** WHAT THE TASK ASKS **
Exact copy, no pictures: output all the records that follow.

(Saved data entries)
•••
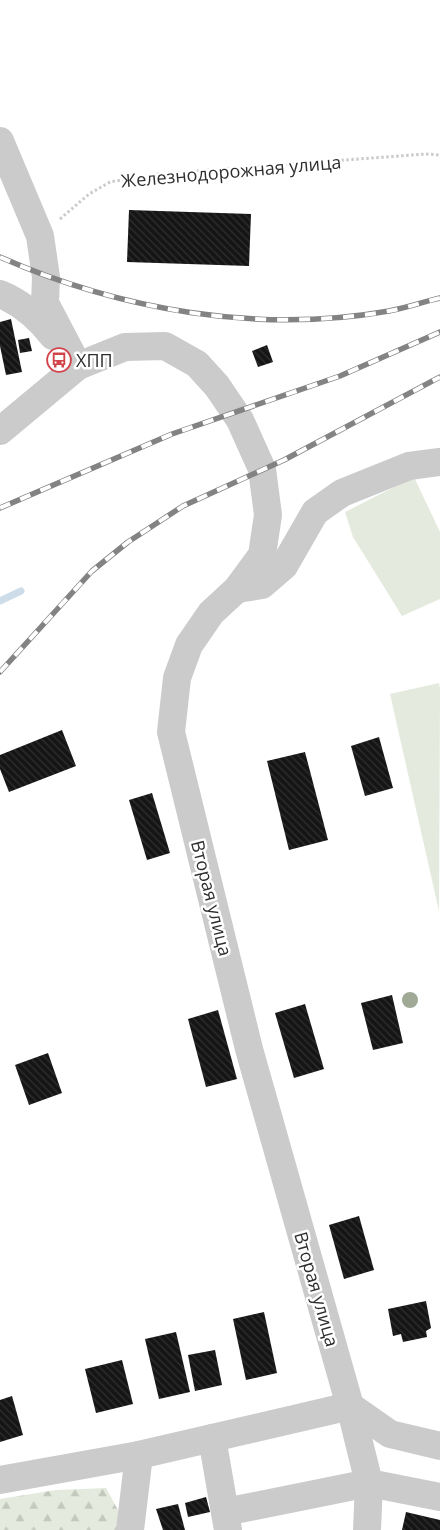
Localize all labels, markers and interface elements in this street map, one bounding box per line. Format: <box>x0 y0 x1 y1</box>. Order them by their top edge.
street label: Железнодорожная улица <box>120 149 342 193</box>
bus stop icon: ХПП <box>46 347 72 373</box>
place label: ХПП <box>76 348 113 372</box>
street label: Вторая улица <box>186 838 238 958</box>
street label: Вторая улица <box>289 1229 345 1349</box>

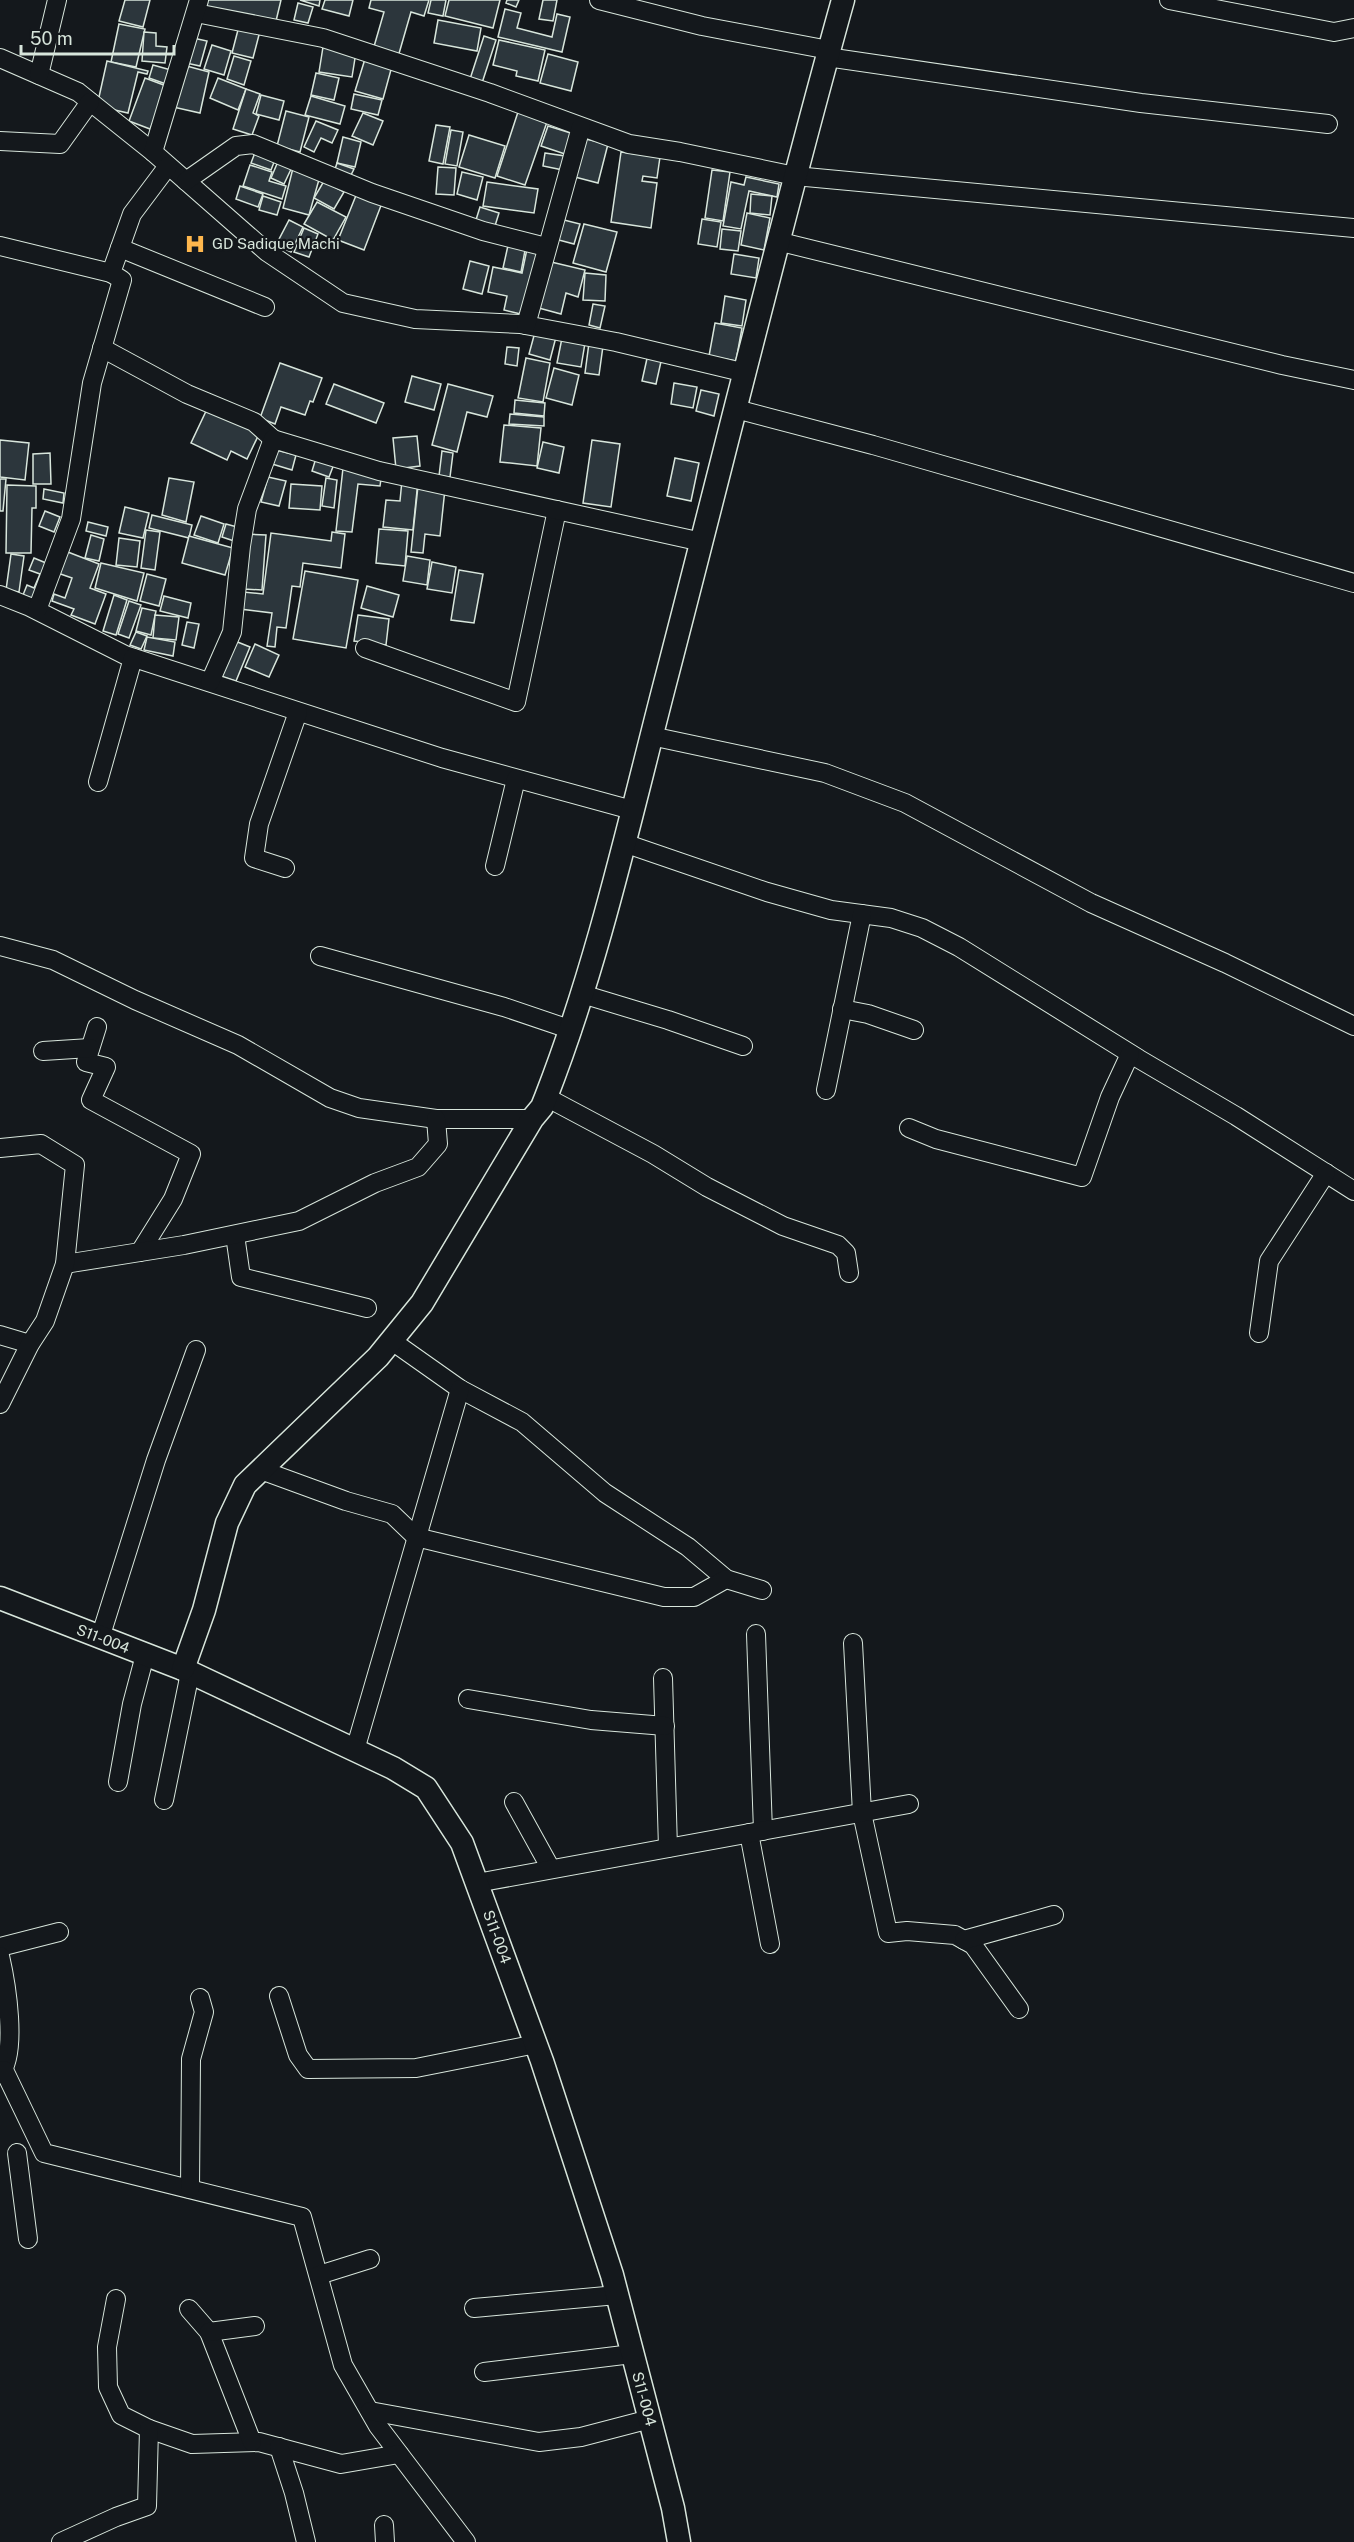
•••
** WRITTEN ANSWER **
Localize all labels, markers and interface elements in this street map, one bounding box per line. Format: <box>x0 y0 x1 y1</box>. Order them by their top edge.
street label: Железнодорожная улица <box>120 149 342 193</box>
bus stop icon: ХПП <box>46 347 72 373</box>
place label: ХПП <box>76 348 113 372</box>
street label: Вторая улица <box>186 838 238 958</box>
street label: Вторая улица <box>289 1229 345 1349</box>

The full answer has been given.